There goes that prediction. Crawford was lucky, because Lavell was not Lavell last week. Predicting is pointless from here on out.
The hardest we laughed all night was when Crawford opened with a callback to Dee’s set (a reference to Dee’s supposed grade school project where he and a classmate taped their penises together).
Amy Schumer was next and, after the Going Home video package (that showed Schumer in a tiny, white bathing suit, playing beach volleyball!), Schumer came out and did a set that sounded much like that which might have been cobbled together from a first-year comedy joke idea notebook. (The Female Half actually had the “I dated a mime… and I just felt that there was this wall between us” joke in one of her early notebooks– actually did it a few open mikes, but quickly dropped it, as it was tired even in 1985.)
The worst thing that could happen to Schumer would be to continue on another week in this competition, as further sets like that only serve to point up just how in over her head she is. It’s time to break out the checkbook and buy some material. (Throw Matt Kirshen a few grand and have him crank out the next set or two.)
Since the last two left were Ralph Harris and Jon Reep, the time came to ditch one.
Whose dreams of winning the title will come to an end?
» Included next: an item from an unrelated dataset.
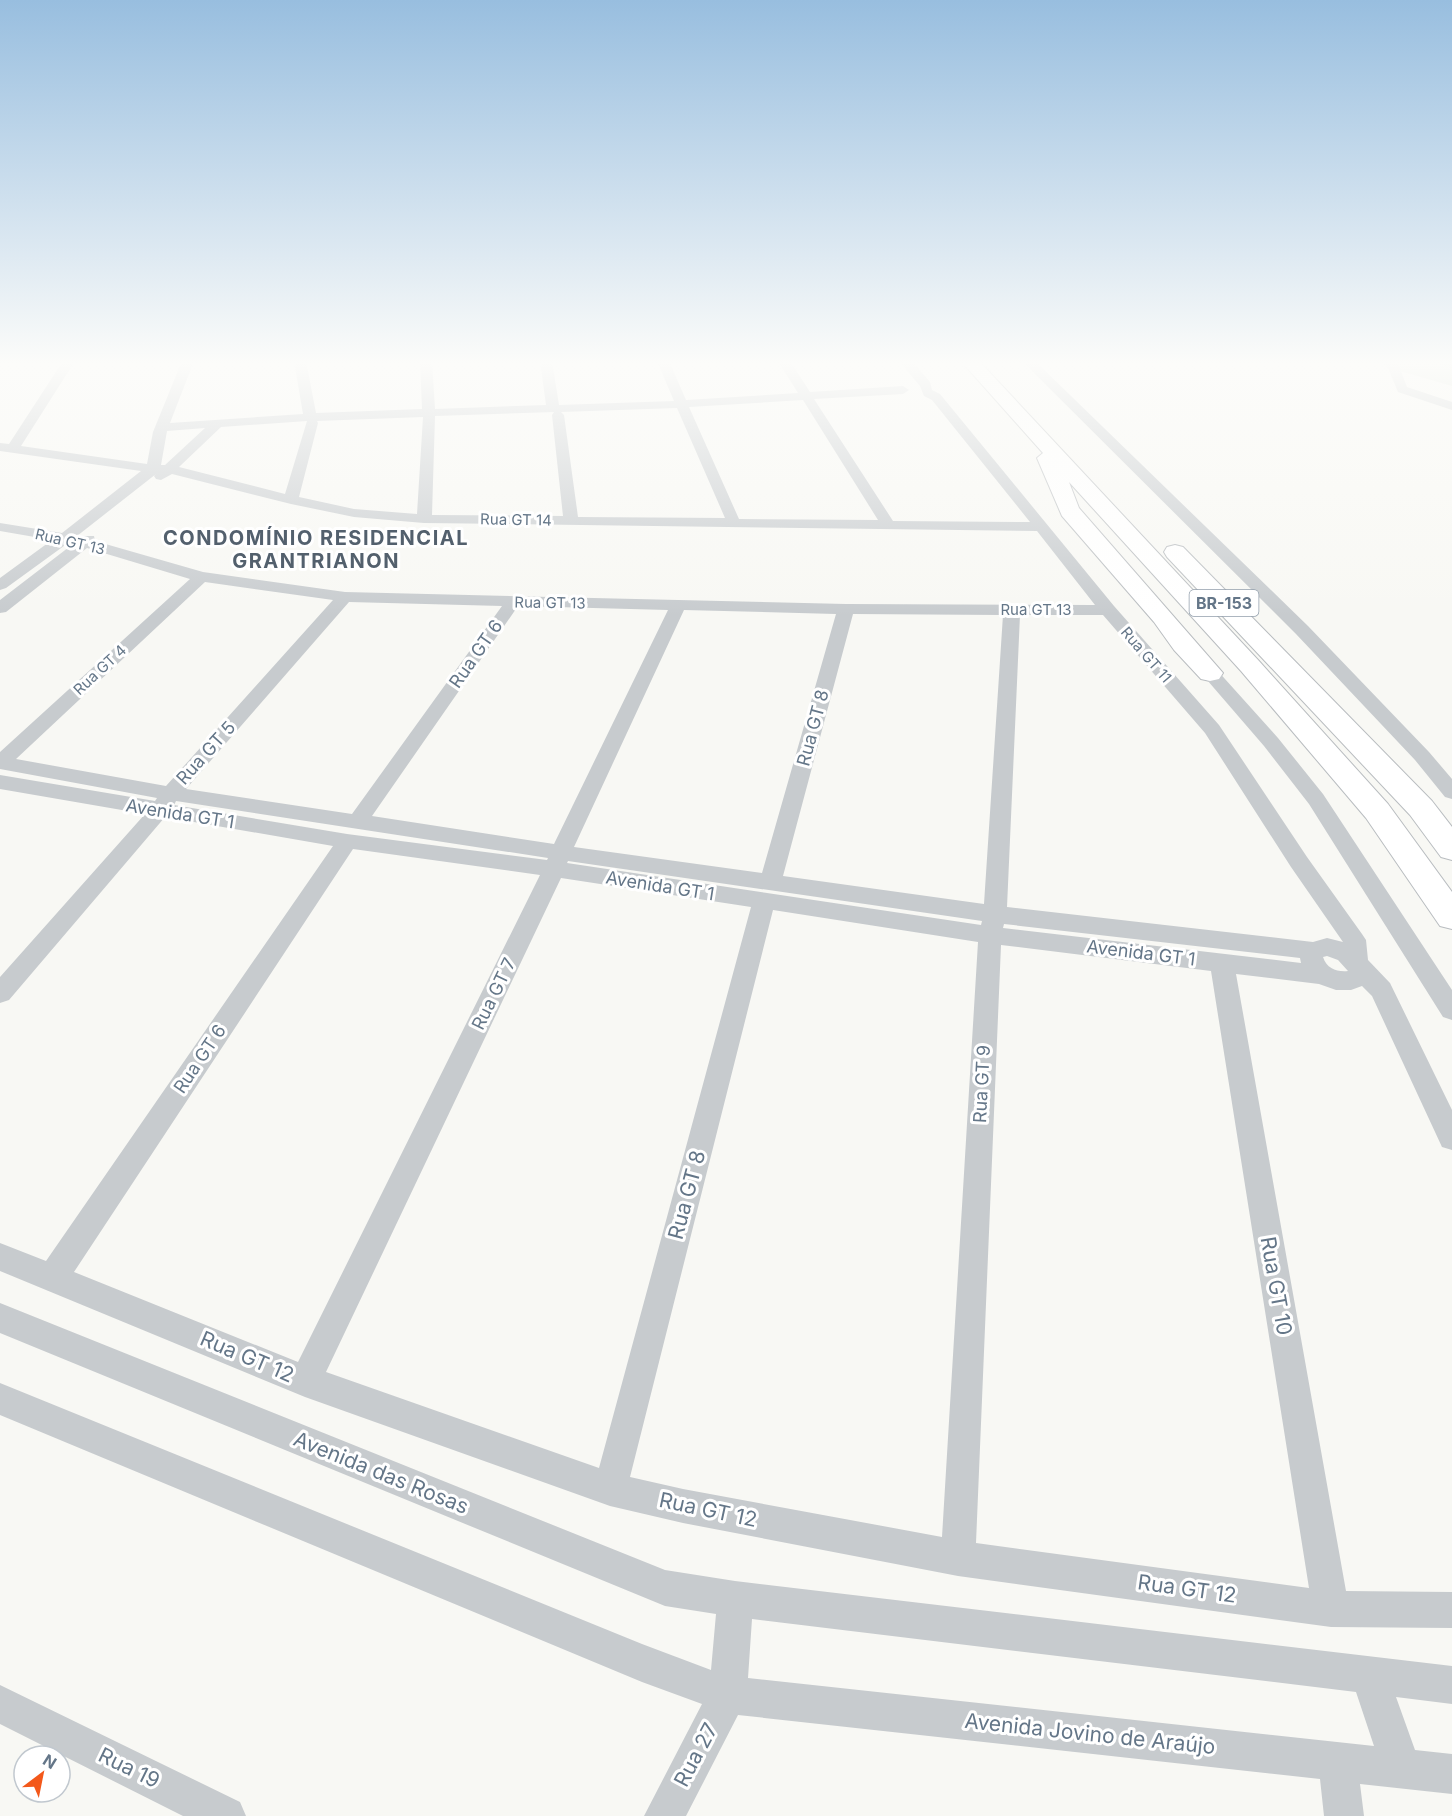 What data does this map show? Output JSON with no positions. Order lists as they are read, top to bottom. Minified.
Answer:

We’ll find out after a spate of commercials for Heineken, Benadryl, Clorox Wipes and T-Mobile.
And, as we already know, it was Ralph Harris.
The slo-mo tribute to Harris, featured none of the video that they no doubt shot in Harris’ hometown of Philadelphia. We wonder why his goodbye package featured none of the Harris clan, but showed Deb DiGiovanni instead? We know that they shot footage back east and we also found out that Harris’ mother is ill. We compliment him for not using the illness to gain sympathy votes.
Harris said, “We’re on national TV as comedians; what more could you ask for?” and he exhorted the audience on hand, and at home, to go to a comedy club and see live comedy. A classy move that displayed both optimism and altruism.
They showed Reep’s journey back to Hick’ry. Then Reep came out and did a confident, high-energy set.
But it was somewhat anti-climactic. Leaving the ouster of one comic to the next-to-last spot seemed somewhat odd. And not at all fair to Reep, since he had to come out and perform just after Harris’ exit. Might they have been better off having all five come out and do sets, then kick one off at the end? The loser gets in America’s face one last time and the tension is preserved until the end. Or just kick off the loser at the outset. Sure, you’d lose the tension, but the tension they had tonight was all jumbled and ambiguous an not at all entertaining anyway.